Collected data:
■ ■ ■ ■

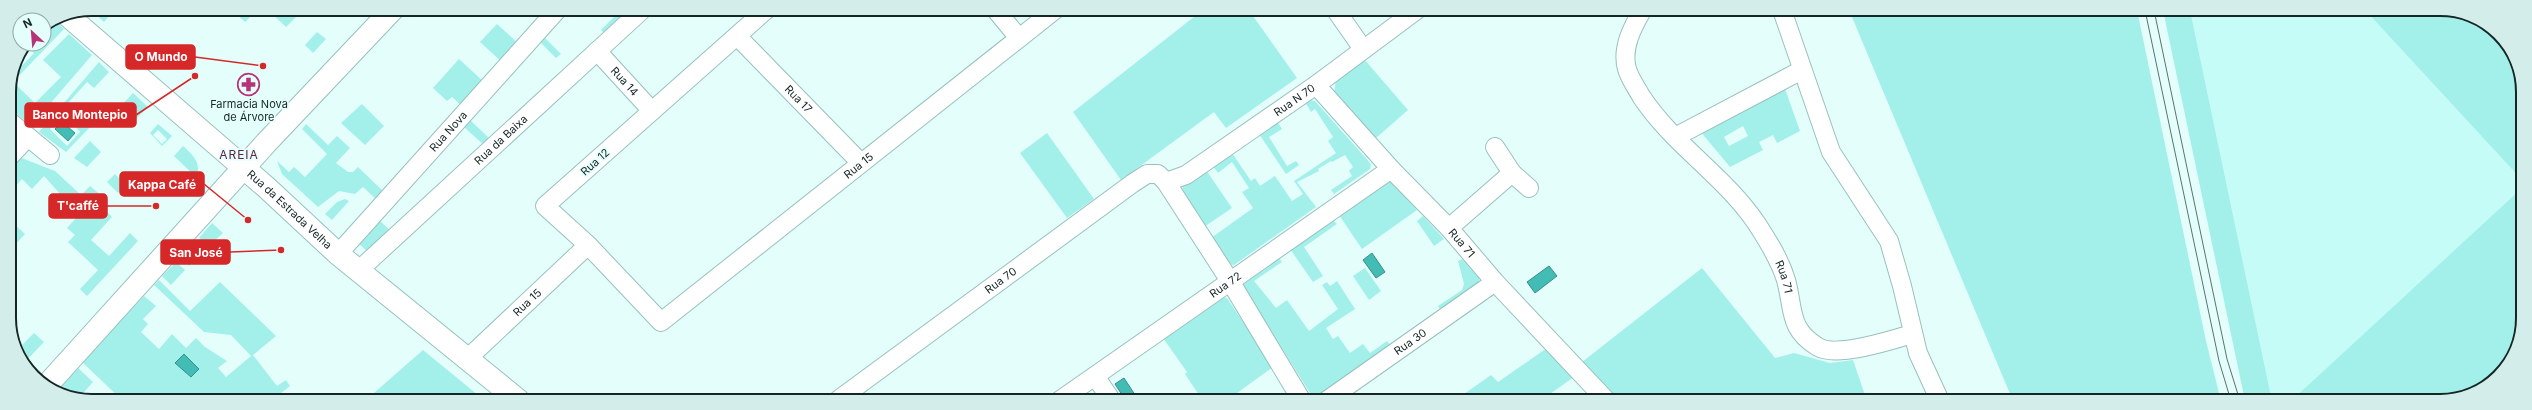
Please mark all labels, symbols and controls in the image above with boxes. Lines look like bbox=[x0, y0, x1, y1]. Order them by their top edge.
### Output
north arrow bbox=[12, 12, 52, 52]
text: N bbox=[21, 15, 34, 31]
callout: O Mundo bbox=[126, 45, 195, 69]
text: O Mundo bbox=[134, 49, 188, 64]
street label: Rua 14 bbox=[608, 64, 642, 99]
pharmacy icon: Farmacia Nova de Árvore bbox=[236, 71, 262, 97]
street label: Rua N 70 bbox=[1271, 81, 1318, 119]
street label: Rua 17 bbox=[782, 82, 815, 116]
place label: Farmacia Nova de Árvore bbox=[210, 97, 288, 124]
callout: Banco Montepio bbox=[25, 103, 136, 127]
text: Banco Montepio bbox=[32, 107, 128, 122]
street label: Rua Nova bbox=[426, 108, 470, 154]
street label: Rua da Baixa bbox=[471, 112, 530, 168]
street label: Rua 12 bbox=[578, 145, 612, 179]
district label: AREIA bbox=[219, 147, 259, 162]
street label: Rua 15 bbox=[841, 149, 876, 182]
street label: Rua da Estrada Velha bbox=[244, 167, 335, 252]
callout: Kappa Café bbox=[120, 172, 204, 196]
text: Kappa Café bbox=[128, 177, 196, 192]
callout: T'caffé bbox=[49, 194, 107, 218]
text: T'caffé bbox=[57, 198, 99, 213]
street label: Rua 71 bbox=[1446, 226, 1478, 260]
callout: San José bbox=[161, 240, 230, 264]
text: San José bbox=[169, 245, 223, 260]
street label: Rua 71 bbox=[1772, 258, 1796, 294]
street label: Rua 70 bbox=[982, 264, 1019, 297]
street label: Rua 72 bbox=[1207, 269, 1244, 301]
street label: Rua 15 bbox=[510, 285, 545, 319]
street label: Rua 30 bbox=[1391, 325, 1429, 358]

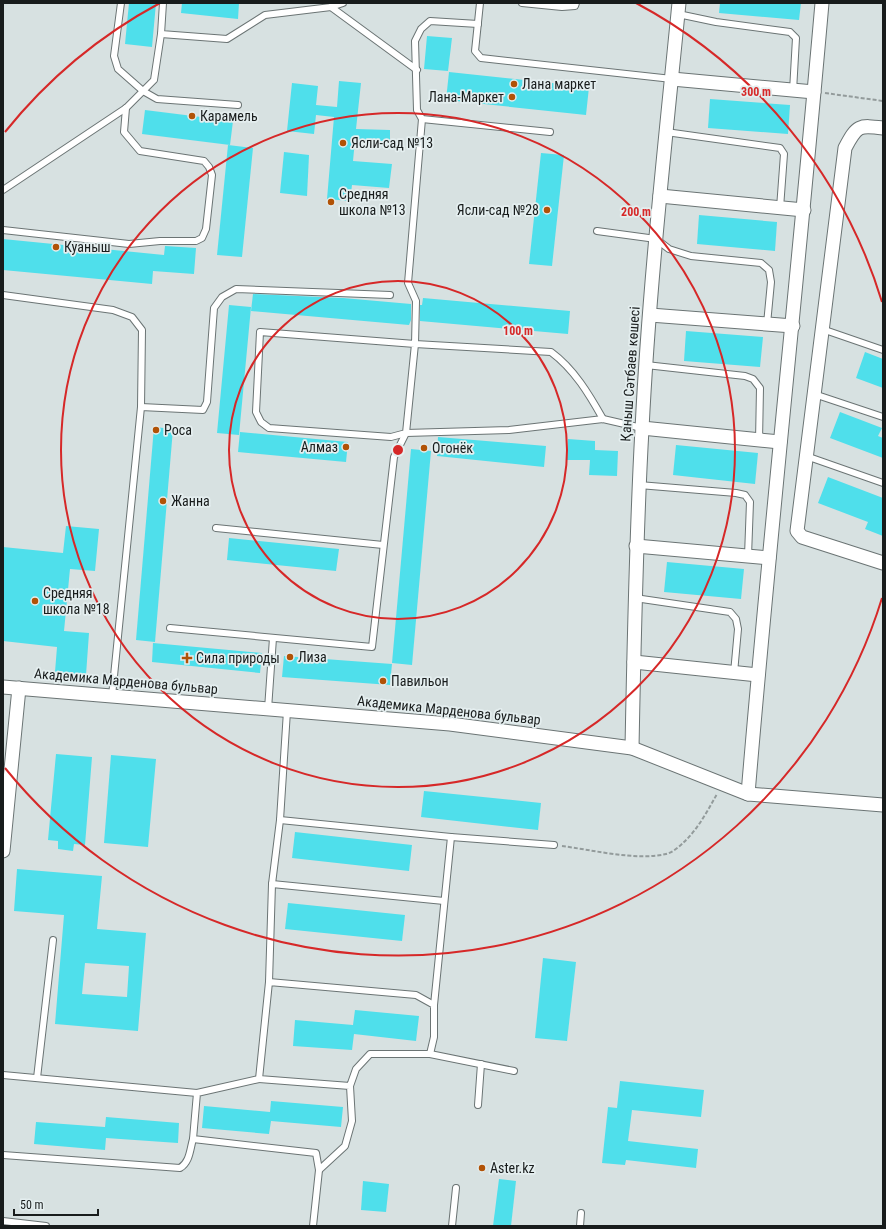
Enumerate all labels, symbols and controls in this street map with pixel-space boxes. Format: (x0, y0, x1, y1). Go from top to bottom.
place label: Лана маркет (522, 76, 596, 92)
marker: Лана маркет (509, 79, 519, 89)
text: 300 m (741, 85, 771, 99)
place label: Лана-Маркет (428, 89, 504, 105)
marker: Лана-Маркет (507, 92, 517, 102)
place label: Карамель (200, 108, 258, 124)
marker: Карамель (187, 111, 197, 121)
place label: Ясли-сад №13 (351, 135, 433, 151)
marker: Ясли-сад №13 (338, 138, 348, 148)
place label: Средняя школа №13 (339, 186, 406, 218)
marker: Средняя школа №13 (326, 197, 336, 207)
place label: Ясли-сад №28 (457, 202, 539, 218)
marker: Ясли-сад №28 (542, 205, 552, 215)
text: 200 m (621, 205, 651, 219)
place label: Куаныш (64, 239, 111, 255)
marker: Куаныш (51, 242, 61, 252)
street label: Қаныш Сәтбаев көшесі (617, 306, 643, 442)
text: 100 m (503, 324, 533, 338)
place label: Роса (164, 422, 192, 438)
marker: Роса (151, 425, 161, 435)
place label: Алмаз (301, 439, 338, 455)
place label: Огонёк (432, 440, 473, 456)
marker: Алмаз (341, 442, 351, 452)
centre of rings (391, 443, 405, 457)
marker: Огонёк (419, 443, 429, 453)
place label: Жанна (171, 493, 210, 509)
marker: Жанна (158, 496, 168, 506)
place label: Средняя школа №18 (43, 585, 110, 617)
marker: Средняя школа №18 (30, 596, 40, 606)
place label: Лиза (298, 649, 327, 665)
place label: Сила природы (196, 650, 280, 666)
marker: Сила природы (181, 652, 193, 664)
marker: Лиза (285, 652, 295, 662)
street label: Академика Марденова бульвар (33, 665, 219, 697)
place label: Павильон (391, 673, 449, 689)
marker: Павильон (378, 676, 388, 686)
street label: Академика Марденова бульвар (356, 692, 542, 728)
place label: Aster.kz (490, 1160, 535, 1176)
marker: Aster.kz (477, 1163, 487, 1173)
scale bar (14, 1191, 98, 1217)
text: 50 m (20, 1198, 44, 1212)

■ ■ ■ ■

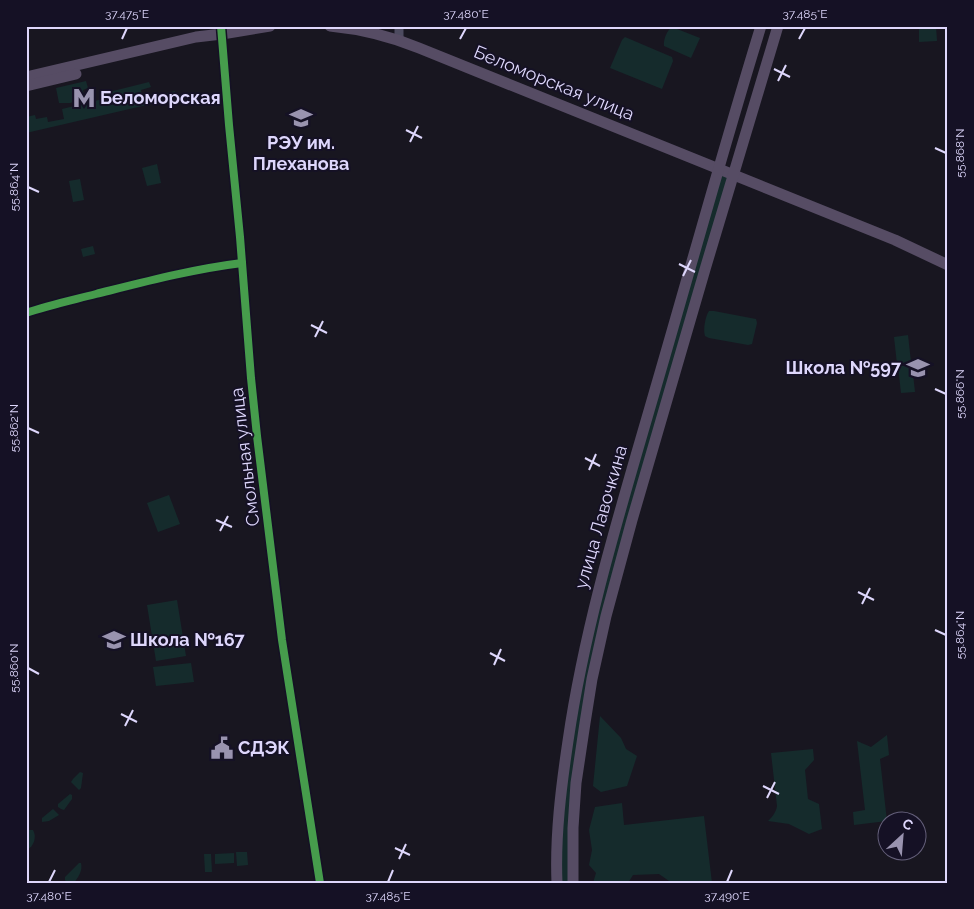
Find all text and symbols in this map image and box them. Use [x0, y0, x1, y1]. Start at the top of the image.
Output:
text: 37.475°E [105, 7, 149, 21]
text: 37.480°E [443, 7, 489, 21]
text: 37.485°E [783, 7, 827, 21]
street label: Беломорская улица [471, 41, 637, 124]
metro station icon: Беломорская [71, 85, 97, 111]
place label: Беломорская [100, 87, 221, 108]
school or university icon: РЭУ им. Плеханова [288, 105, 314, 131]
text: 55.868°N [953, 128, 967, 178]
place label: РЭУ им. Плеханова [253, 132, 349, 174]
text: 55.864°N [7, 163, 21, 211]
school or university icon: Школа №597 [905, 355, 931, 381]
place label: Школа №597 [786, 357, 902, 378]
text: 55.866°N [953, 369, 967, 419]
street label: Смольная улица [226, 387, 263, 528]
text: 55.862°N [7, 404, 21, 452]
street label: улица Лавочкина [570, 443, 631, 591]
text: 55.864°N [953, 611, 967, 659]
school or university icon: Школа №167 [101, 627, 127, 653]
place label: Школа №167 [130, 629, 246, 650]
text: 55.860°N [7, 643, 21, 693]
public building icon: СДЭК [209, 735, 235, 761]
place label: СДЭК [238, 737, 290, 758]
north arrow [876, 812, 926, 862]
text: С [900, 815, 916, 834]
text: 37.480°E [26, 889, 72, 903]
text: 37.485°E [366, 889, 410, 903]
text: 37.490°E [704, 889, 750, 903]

■ ■ ■ ■

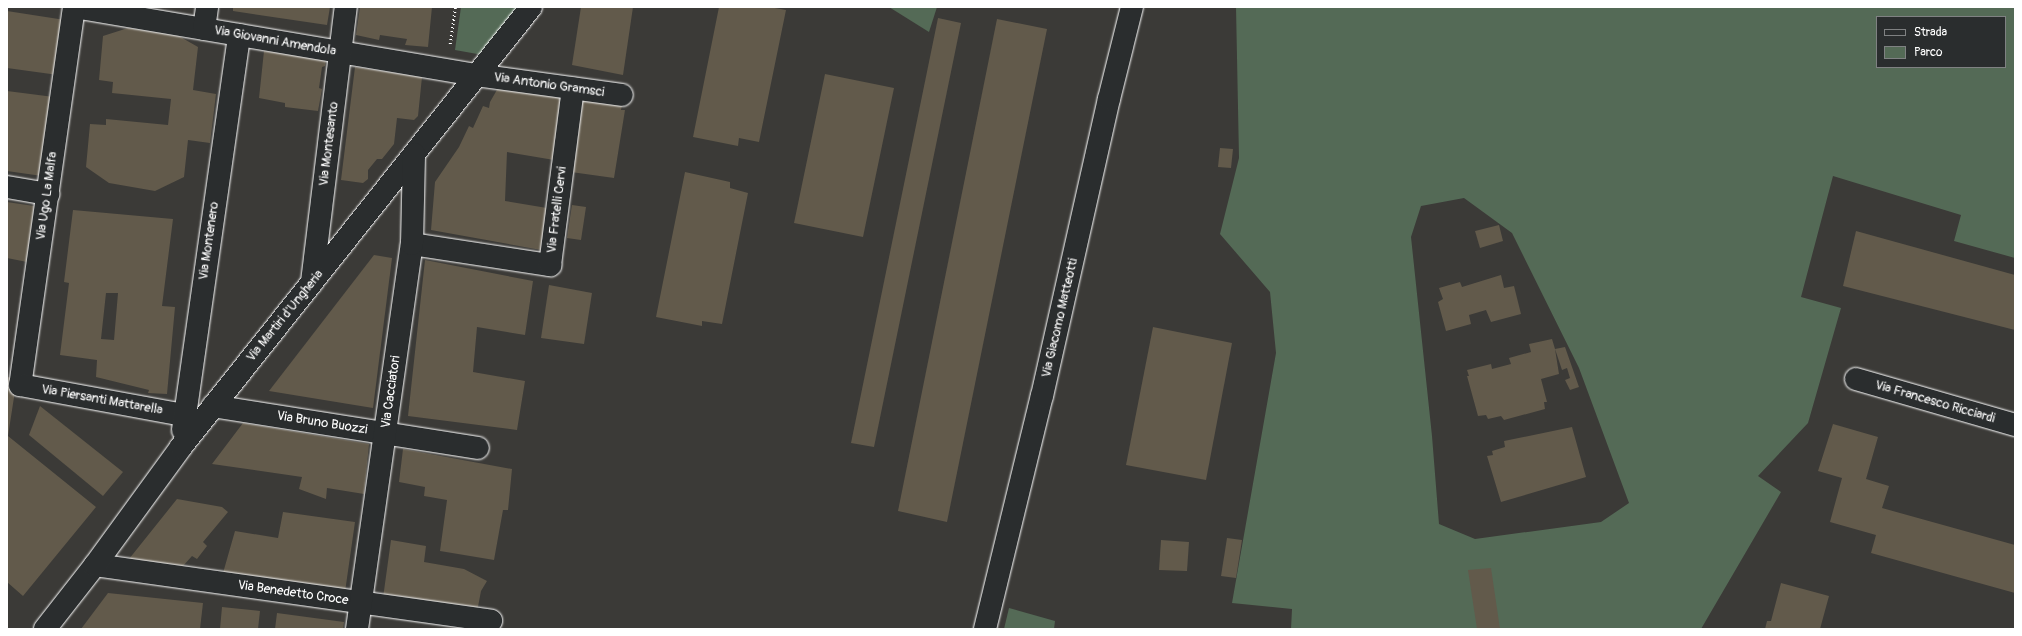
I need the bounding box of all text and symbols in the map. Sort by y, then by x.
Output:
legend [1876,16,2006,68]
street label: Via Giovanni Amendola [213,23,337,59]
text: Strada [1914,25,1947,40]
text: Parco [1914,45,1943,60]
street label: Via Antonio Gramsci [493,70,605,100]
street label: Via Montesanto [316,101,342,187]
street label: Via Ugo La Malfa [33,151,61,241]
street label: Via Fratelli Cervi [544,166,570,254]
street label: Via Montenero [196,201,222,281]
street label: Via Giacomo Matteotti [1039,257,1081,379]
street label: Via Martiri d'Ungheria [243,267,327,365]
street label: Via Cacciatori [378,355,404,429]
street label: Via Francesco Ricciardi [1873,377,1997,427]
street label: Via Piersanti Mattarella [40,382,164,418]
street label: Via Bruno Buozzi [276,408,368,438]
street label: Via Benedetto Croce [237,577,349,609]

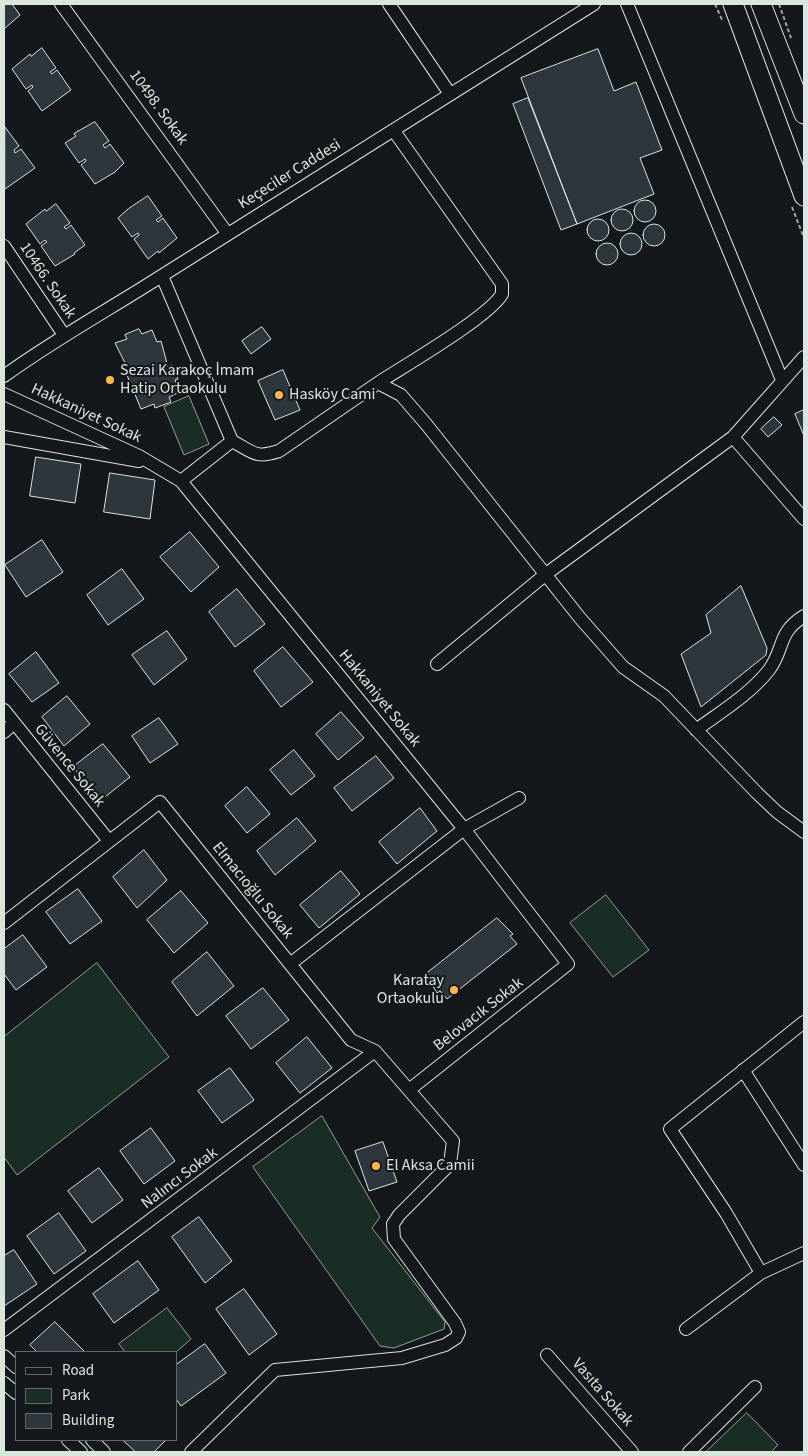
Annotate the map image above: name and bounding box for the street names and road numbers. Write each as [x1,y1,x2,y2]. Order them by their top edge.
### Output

■ ■ ■ ■

In the records above, some lines hold the word "bounding"; copy each such line.

I need the bounding box of all text and symbols in the map. Sort by y, then by x.
Annotate the map image above: name and bounding box for the street names and road numbers. Write each as [x1,y1,x2,y2]. Order them by their top edge.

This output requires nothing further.